[Saved entries]
___

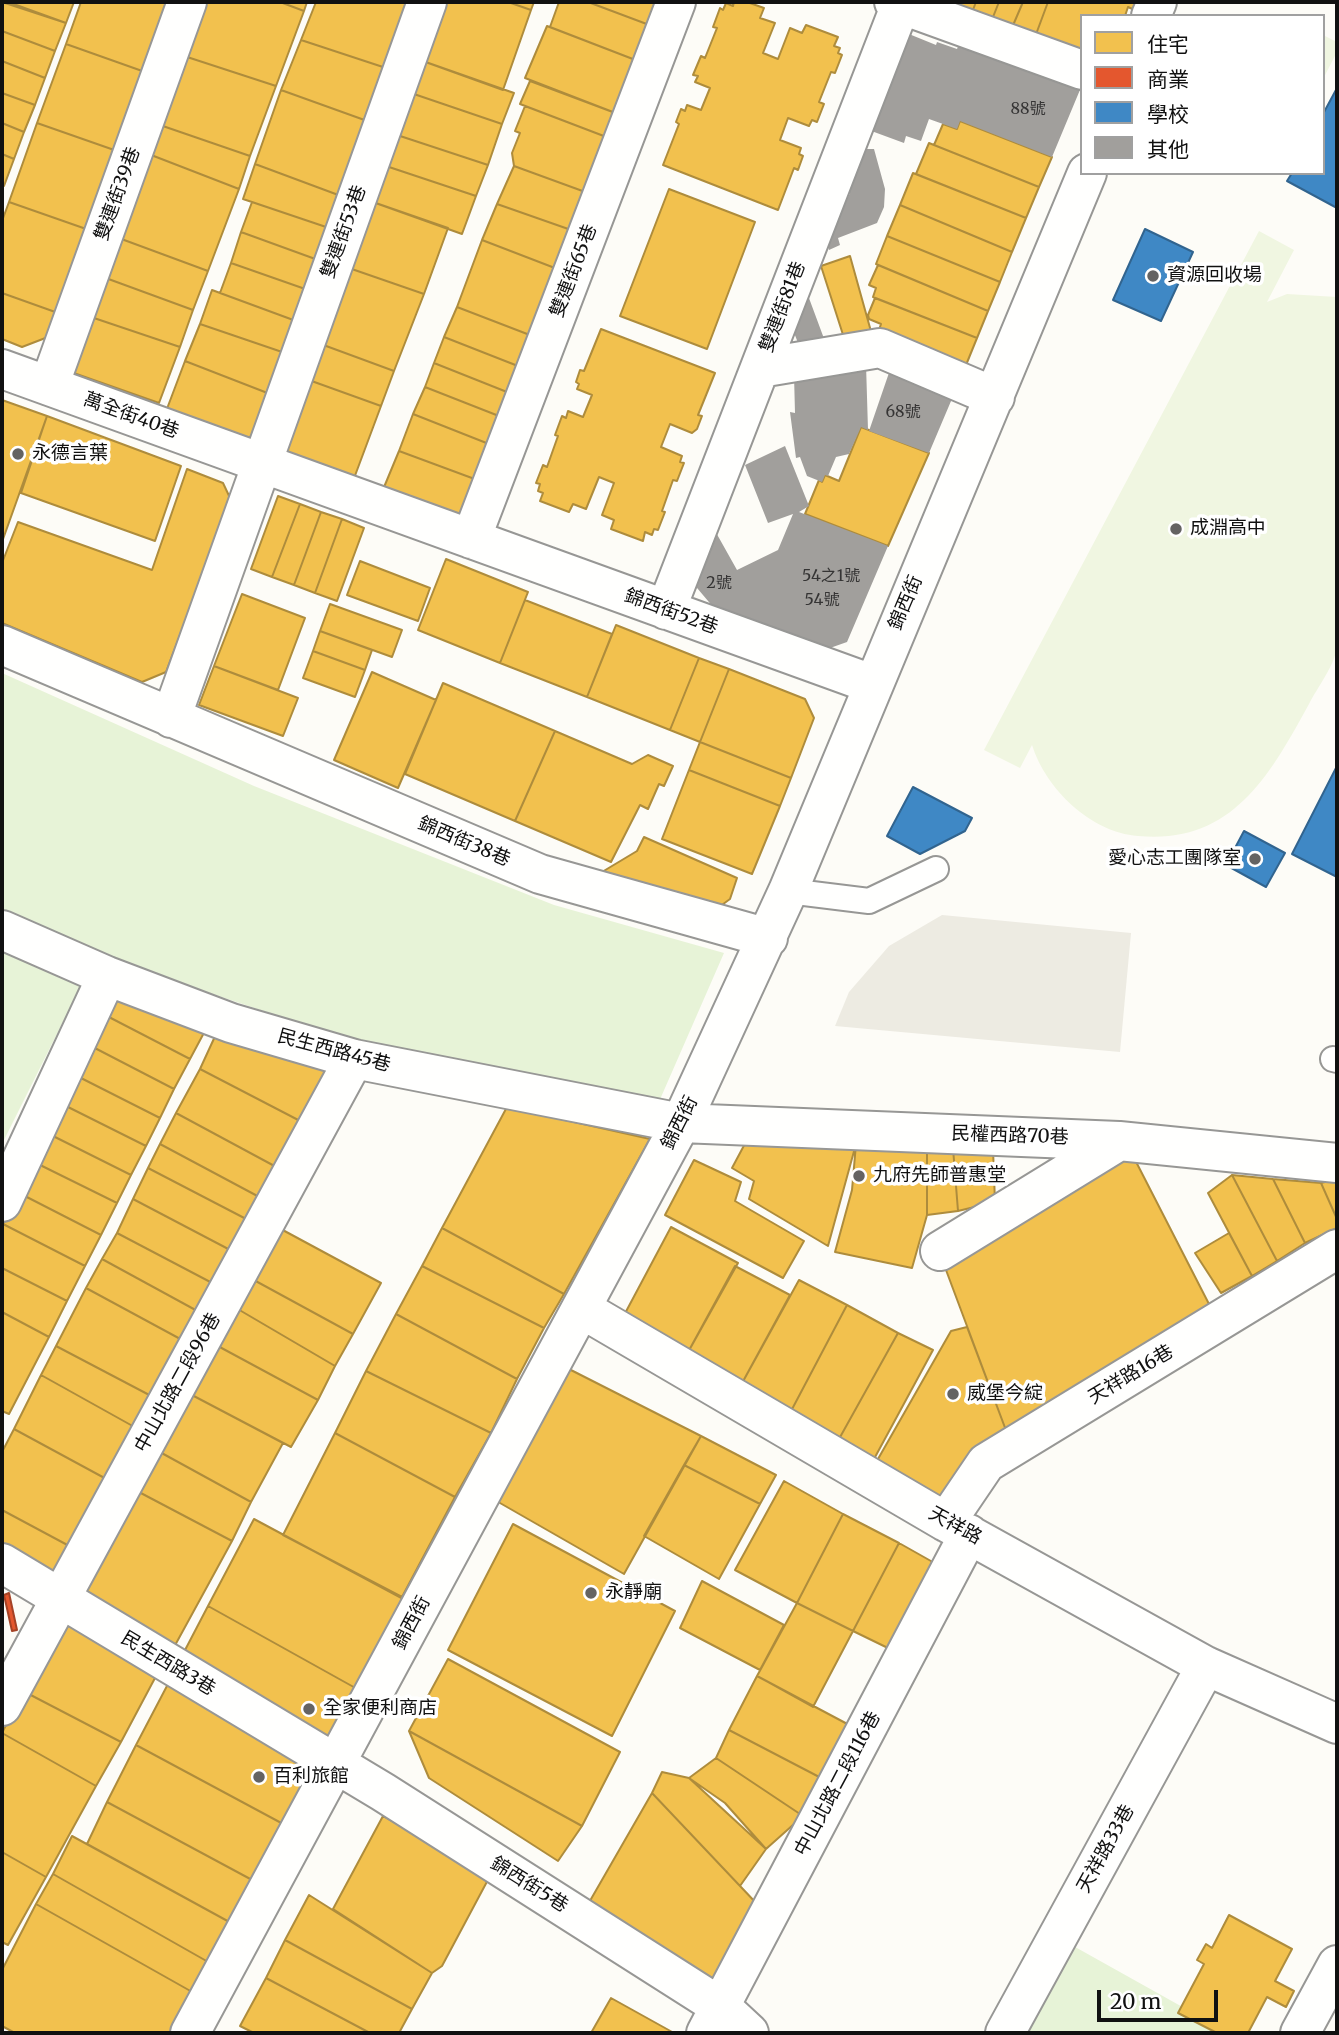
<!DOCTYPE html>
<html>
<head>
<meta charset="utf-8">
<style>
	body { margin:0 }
	#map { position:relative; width:1339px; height:2035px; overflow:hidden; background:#fdfcf7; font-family:Merriweather,"Noto Sans TC",serif }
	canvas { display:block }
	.frame { position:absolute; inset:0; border:4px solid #111; pointer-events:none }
	.legend { position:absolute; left:1080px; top:14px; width:245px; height:161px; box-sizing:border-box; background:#fff; border:2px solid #a0a0a0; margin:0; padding:9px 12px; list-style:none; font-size:21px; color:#111 }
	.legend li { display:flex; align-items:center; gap:14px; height:35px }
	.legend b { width:35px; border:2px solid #a0a0a0 }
	.scale { position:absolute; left:1097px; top:1990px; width:121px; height:32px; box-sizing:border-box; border:4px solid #111; border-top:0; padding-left:9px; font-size:21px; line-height:24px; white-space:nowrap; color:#111; -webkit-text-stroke:5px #fff; paint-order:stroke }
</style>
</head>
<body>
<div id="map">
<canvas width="1339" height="2035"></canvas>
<div class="frame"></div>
<ul class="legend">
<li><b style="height:19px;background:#f2c14e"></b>住宅</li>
<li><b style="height:19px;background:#e4572e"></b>商業</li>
<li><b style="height:19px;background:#3f88c5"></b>學校</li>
<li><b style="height:19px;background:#a19f9c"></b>其他</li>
</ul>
<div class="scale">20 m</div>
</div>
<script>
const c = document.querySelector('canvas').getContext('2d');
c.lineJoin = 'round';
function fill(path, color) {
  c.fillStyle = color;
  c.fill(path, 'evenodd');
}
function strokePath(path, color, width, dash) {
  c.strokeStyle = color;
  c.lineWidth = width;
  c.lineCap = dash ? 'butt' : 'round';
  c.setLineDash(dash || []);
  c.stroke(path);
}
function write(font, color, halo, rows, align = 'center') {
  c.font = font + ' Merriweather,"Noto Sans TC",serif';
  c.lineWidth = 7;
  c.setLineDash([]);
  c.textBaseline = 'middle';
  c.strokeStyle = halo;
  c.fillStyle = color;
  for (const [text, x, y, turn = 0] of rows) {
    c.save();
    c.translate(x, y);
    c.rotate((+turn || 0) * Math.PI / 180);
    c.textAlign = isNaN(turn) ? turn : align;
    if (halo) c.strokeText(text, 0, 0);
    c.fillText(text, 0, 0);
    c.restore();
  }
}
const green = new Path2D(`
	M2,673L254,786L554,905L724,953L658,1104L359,1043L114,961L2,911Z
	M2,949L81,986L2,1144Z
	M1068,1943L1229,2033H1018Z`);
const pitch = new Path2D(`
	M1323,35L1337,42V52L1323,79Z
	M1259,231L1294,250L1267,302L1287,294L1337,297C1337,377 1337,456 1337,536C1337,572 1339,611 1337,647C1335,665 1317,688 1309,704C1270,775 1232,845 1138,836C1090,832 1046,789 1032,745L1020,768L984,750Z`);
const plaza = new Path2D(`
	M942,915L1131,933L1120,1052L835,1026L849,992L889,946Z`);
const homes = new Path2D(`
	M2,2L66,23L55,51L2,31Z
	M8,2H74L66,23Z
	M81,2H170L145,72L66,44Z
	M201,2H280L304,11L276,86L181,55Z
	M280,2H307L304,11Z
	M316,2H413L389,69L301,40Z
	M441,2H508L531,10L503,90L420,60Z
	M508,2H534L531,10Z
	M559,2H588L652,26L638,61L550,27Z
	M588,2H661L652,26Z
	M734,2H747L764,8L760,18L775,23L763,53L778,59L790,28L802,33L806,25L838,37L834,46L840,48L838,53L842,55L835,73L831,72L819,102L824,104L817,122L812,120L809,126L788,118L780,140L801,148L799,154L803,156L798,170L794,168L778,210L663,165L679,124L676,122L681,109L685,111L687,105L701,110L710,88L695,82L698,76L693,75L701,56L705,58L717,28L713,27L720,8L723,10L726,3L733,6Z
	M953,2H976L971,15L950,8Z
	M976,2H999L991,22L971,15Z
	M999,2H1023L1011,30L991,22Z
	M1023,2H1048L1035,37L1011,30Z
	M1048,2H1143L1139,12L1128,7L1125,16H1082V54L1035,37Z
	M547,26L638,61L618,114L525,78Z
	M2,31L55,51L45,78L2,61Z
	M301,40L389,69L370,122L281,90Z
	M66,44L145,72L117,151L37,123Z
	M181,55L276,86L250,156L157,124Z
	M420,60L514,93L502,124L408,92Z
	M2,61L45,78L35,105L2,93Z
	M530,81L618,114L609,138L520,104Z
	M281,90L370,122L341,196L255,164Z
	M408,92L502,124L488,165L394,134Z
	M2,93L35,105L24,132L2,123Z
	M525,106L609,138L588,193L514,166L512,153L520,133L515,131Z
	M960,121L1052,157L1039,187L934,145L943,124L957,129Z
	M2,123L24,132L14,159L2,154Z
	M37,123L117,151L89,230L9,202Z
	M157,124L250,156L239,189L146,153Z
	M394,134L488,165L476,196L383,165Z
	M929,143L1039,187L1026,218L916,174Z
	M146,153L239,189L208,271L116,237Z
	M2,154L14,159L4,186L2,185Z
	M255,164L341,196L329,228L243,199Z
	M383,165L476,196L462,234L370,201Z
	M514,166L588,193L574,231L497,204Z
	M913,173L1026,218L1012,252L900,205Z
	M669,189L755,222L707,349L620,316Z
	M370,201L448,228L424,294L346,267Z
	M9,202L89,230L58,313L2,293V221Z
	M252,202L329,228L318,260L241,232Z
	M497,204L574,231L560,270L482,240Z
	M900,205L1012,252L1000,282L887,236Z
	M241,232L318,260L308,290L231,263Z
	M887,236L1000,282L988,311L876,264Z
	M116,237L208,271L193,310L103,277Z
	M482,240L560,270L535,337L457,307Z
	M850,256L872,335L845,341L821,266Z
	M231,263L308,290L296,321L220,293Z
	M878,265L988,311L977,338L873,297L876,288L869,285Z
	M346,267L424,294L394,371L318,343Z
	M103,277L193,310L180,347L88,316Z
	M212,290L296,321L285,353L200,324Z
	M2,293L58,313L48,337L22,347L2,339Z
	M875,298L977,338L964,370L878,333L881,324L869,319L868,315Z
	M457,307L535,337L523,368L444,337Z
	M88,316L180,347L159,403L68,371Z
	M200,324L285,353L270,394L185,361Z
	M601,329L715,373L698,415L702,416L697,429L692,433L670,424L661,447L682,456L680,462L684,463L677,481L673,480L662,511L665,512L658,530L654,529L652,535L645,532L643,541L611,529L614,520L602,515L614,483L599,477L586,509L573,504L569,512L540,501L543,493L538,491L540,484L536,483L543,465L547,467L558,436L555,435L562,416L566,418L568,411L583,417L592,395L577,389L579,384L576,382L580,370L584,371Z
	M444,337L523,368L512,394L434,363Z
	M318,343L394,371L381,406L306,379Z
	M185,361L270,394L252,446L165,414Z
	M434,363L512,394L504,418L425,387Z
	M306,379L381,406L353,481L279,455Z
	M425,387L504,418L494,446L413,414Z
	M2,400L47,416L2,542Z
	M413,414L494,446L480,481L399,451Z
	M47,416L181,466L155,541L21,493Z
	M861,427L929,453L888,546L805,514L819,480L822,482L825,475L839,481Z
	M399,451L480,481L464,521L382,492Z
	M187,469L223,483L231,500L166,672L142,682L2,623V563L18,522L152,570Z
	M278,496L300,504L272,577L251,569Z
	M300,504L321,512L294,585L272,577Z
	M321,512L342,519L315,593L294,585Z
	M342,519L364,528L337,601L315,593Z
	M446,559L528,592L500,663L418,630Z
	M360,561L430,588L418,621L347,595Z
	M242,594L305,618L278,690L214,666Z
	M525,600L612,634L587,697L500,663Z
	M330,604L402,630L392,657L320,631Z
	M616,625L699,658L670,730L587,697Z
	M320,631L372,650L365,670L313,651Z
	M313,651L365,670L355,697L303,678Z
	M699,658L729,669L700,742L670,730Z
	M214,666L298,698L283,736L199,705Z
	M729,669L805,699L814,718L791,778L700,742Z
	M372,672L436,700L398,788L334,760Z
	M443,683L555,731L515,821L405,774Z
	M555,731L632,764L648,755L673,766L664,786L659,784L648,809L640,805L611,862L515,821Z
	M700,742L791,778L780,806L689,770Z
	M689,770L780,806L752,874L662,839Z
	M644,837L737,878L730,899L711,913L597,875L637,851Z
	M115,995L206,1029L190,1059L105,1015Z
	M105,1015L190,1059L174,1089L89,1045Z
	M217,1032L332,1070L304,1123L200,1069Z
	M89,1045L174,1089L160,1118L75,1075Z
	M200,1069L304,1123L280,1169L176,1113Z
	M75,1075L160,1118L146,1146L62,1104Z
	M62,1104L146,1146L131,1175L49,1134Z
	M507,1107L650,1139L564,1294L442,1228Z
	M176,1113L280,1169L263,1199L160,1144Z
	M49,1134L131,1175L117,1203L34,1162Z
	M748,1138L856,1144L828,1246L749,1199L754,1181L732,1168Z
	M160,1144L263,1199L250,1221L148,1168Z
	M856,1144L927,1147V1215L912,1268L835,1252L852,1190Z
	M927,1147L953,1148L958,1211L927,1215Z
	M953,1148L993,1149L995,1202L958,1211Z
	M1130,1150L1210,1306L1007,1433L943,1262Z
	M694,1160L741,1182L735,1201L804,1241L783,1278L665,1215Z
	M34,1162L117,1203L101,1235L19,1193Z
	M148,1168L250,1221L234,1252L133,1199Z
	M1232,1175L1277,1261L1252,1276L1208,1193Z
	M1232,1175L1273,1179L1305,1243L1277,1261Z
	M1273,1179L1321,1183L1337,1219V1228L1305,1243Z
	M1337,1179V1219L1321,1183Z
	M19,1193L101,1235L85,1266L3,1224Z
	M133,1199L234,1252L216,1285L117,1233Z
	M3,1224L85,1266L67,1301L2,1268Z
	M671,1227L738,1263L687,1354L622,1319Z
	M279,1228L381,1283L353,1334L252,1279Z
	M442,1228L564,1294L544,1328L422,1266Z
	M117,1233L216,1285L201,1313L102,1259Z
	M1229,1233L1252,1276L1221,1293L1195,1253Z
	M102,1259L201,1313L184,1341L86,1288Z
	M422,1266L544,1328L517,1379L396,1314Z
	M735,1266L790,1295L741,1385L687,1354Z
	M2,1268L67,1301L49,1337L2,1312Z
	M252,1279L353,1334L335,1366L236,1308Z
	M799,1280L847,1305L790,1413L741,1385Z
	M86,1288L184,1341L155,1398L56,1346Z
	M847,1305L898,1333L839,1439L790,1413Z
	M236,1308L335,1366L318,1400L216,1345Z
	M2,1312L49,1337L9,1414L2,1411Z
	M396,1314L517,1379L491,1433L366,1371Z
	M967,1327L1007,1433L941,1505L874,1466L951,1331Z
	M898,1333L933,1350L874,1459L839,1439Z
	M216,1345L318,1400L291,1447L190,1394Z
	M56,1346L155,1398L138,1429L41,1375Z
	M565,1367L701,1436L624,1574L493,1499Z
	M366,1371L491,1433L455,1497L335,1433Z
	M41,1375L138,1429L110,1481L14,1429Z
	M190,1394L283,1443L251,1502L158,1451Z
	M14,1429L110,1481L73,1548L2,1510V1452Z
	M335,1433L455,1497L402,1597L283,1535Z
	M701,1436L776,1475L760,1504L684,1465Z
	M158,1451L251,1502L232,1541L137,1491Z
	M684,1465L760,1504L719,1579L644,1536Z
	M784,1481L843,1514L797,1603L735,1570Z
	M137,1491L232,1541L173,1649L79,1594Z
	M2,1510L73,1548L56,1581L2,1547Z
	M843,1514L899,1543L853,1631L797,1603Z
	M254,1519L407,1601L359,1690L208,1606Z
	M513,1524L675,1611L612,1736L448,1650Z
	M899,1543L938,1565L892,1650L853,1631Z
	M702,1581L784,1625L760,1670L680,1628Z
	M797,1603L853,1631L813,1707L757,1676Z
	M208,1606L359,1690L330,1742L184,1652Z
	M63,1621L155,1678L121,1742L23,1691Z
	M448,1659L620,1752L582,1826L409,1731Z
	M757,1676L853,1727L825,1780L729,1730Z
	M168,1684L314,1770L285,1825L136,1745Z
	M23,1691L121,1742L96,1786L2,1733Z
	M729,1730L825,1780L803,1816L716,1758Z
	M409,1731L582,1826L558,1861L429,1778Z
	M2,1733L96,1786L46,1877L2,1852Z
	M136,1745L285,1825L254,1881L107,1802Z
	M716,1758L803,1816L766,1849L725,1803L689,1778Z
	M662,1772L689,1778L766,1849L740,1886L652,1793Z
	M652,1793L758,1905L715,1987L587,1906Z
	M107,1802L254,1881L233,1924L87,1844Z
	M383,1816L490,1876L442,1966L432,1973L333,1909Z
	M72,1836L233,1924L210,1963L53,1874Z
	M2,1852L46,1877L8,1945L2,1942Z
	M53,1874L210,1963L194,1993L36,1904Z
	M309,1895L432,1973L412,2009L285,1940Z
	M36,1904L194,1993L173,2033H15L2,2026V1970Z
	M1229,1915L1292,1949L1275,1981L1294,1991L1286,2007L1267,1997L1248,2033H1217L1178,2013L1204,1964L1197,1960L1206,1944L1212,1948Z
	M285,1940L412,2009L399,2033H370L266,1978Z
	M266,1978L370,2033H254L240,2026Z
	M611,1998L674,2033H591Z`);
const shops = new Path2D(`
	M9,1593L17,1630L12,1631L4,1595Z`);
const schools = new Path2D(`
	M1337,88V208L1287,181L1292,173H1323V114Z
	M1145,229L1193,252L1161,321L1113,300Z
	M1337,766V877L1292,854Z
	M913,787L972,818L965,831L920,854L887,836Z
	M1244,831L1285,853L1266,887L1226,865Z`);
const building = new Path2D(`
	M904,32L936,45L937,42L957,49L959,44L1082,85L1052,157L960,121L957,129L929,119L921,141L906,136L904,143L866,129Z
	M860,149H874L885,189L884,207L877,223L838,238L840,245L829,250L827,243L850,193L843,188Z
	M806,290L826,344L800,348L791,325Z
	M866,364L868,430L861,427L849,454L836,457L828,476L825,475L822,482L807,476L800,457L796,458L790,412L795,413L794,375Z
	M891,367L954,394L929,453L869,431Z
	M785,446L809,506L799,512L888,546L847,642L830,648L814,642L811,646L719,614L692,582L714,529L737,570L778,550L793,514L768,523L745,465Z`);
const lane = new Path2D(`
	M788,891L869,901L936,869
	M1333,1059L1337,1060`);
const street = new Path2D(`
	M894,2L1082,70
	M1151,16L1157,2
	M760,368L880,348L995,397
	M2,369L872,684
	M49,386L187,2
	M471,539L676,2
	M666,610L901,4
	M2,645L540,874L768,938
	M171,718L427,2
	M2,930L107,976L231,1023L354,1059L681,1123L1119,1141L1337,1163
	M2,1202L107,976
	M940,1251L1119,1141
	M582,1309L946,1522L1206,1666L1337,1724
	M946,1522L986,1463L1337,1249
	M2,1563L383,1792L721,2007L749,2033
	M2,1706L354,1059
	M190,2033L681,1123L788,891L1087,173
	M706,2033L969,1534
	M1005,2033L1206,1666
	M1300,2033L1337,1965`);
const markers = [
	[1153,276,7,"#646362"],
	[18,454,7,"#646362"],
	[1176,529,7,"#646362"],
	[1255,859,7,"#646362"],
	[859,1176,7,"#646362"],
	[953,1394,7,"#646362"],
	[591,1593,7,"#646362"],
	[309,1709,7,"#646362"],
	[259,1777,7,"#646362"]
];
const numberNames = [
	["88號",1028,109],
	["68號",903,412],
	["54之1號",831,576],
	["2號",719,583],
	["54號",822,600]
];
const streetNames = [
	["雙連街39巷",118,194,-70],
	["雙連街53巷",344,232,-70],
	["雙連街65巷",574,271,-69],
	["雙連街81巷",783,307,-69],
	["萬全街40巷",131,416,20],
	["錦西街",906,603,-67],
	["錦西街52巷",671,612,20],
	["錦西街38巷",464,842,23],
	["民生西路45巷",334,1051,15],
	["錦西街",680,1123,-63],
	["民權西路70巷",1010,1136,2],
	["天祥路16巷",1131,1375,-31],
	["中山北路二段96巷",178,1383,-61],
	["天祥路",955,1526,29],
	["錦西街",412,1623,-62],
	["民生西路3巷",168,1664,31],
	["中山北路二段116巷",838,1784,-62],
	["天祥路33巷",1106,1849,-61],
	["錦西街5巷",529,1885,32]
];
const poiNames = [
	["資源回收場",1167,276],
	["永德言葉",32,454],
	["成淵高中",1190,529],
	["愛心志工團隊室",1241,859,"right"],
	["九府先師普惠堂",873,1176],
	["威堡今綻",967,1394],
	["永靜廟",605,1593],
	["全家便利商店",323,1709],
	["百利旅館",273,1777]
];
fill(green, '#e7f3d7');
fill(pitch, '#f0f6e1');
fill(plaza, '#edebe2');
fill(homes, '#f2c14e');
strokePath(homes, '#ae8c3c', 2);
fill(shops, '#e4572e');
strokePath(shops, '#a54225', 2);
fill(schools, '#3f88c5');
strokePath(schools, '#31648f', 2);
fill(building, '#a19f9c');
strokePath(lane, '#979795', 28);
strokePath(street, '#979795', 42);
strokePath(lane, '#fffffe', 24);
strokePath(street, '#fffffe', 38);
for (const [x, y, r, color] of markers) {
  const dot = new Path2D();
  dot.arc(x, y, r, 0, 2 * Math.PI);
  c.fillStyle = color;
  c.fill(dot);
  strokePath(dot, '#fff', 2.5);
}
write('16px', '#353434', null, numberNames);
write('19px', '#111', '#fff', streetNames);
write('19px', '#111', '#fff', poiNames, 'left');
</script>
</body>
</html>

___

AIM OF THE TASK
Search the records above for the string "function". Report each line that has it.

ANSWER SECTION
function fill(path, color) {
function strokePath(path, color, width, dash) {
function write(font, color, halo, rows, align = 'center') {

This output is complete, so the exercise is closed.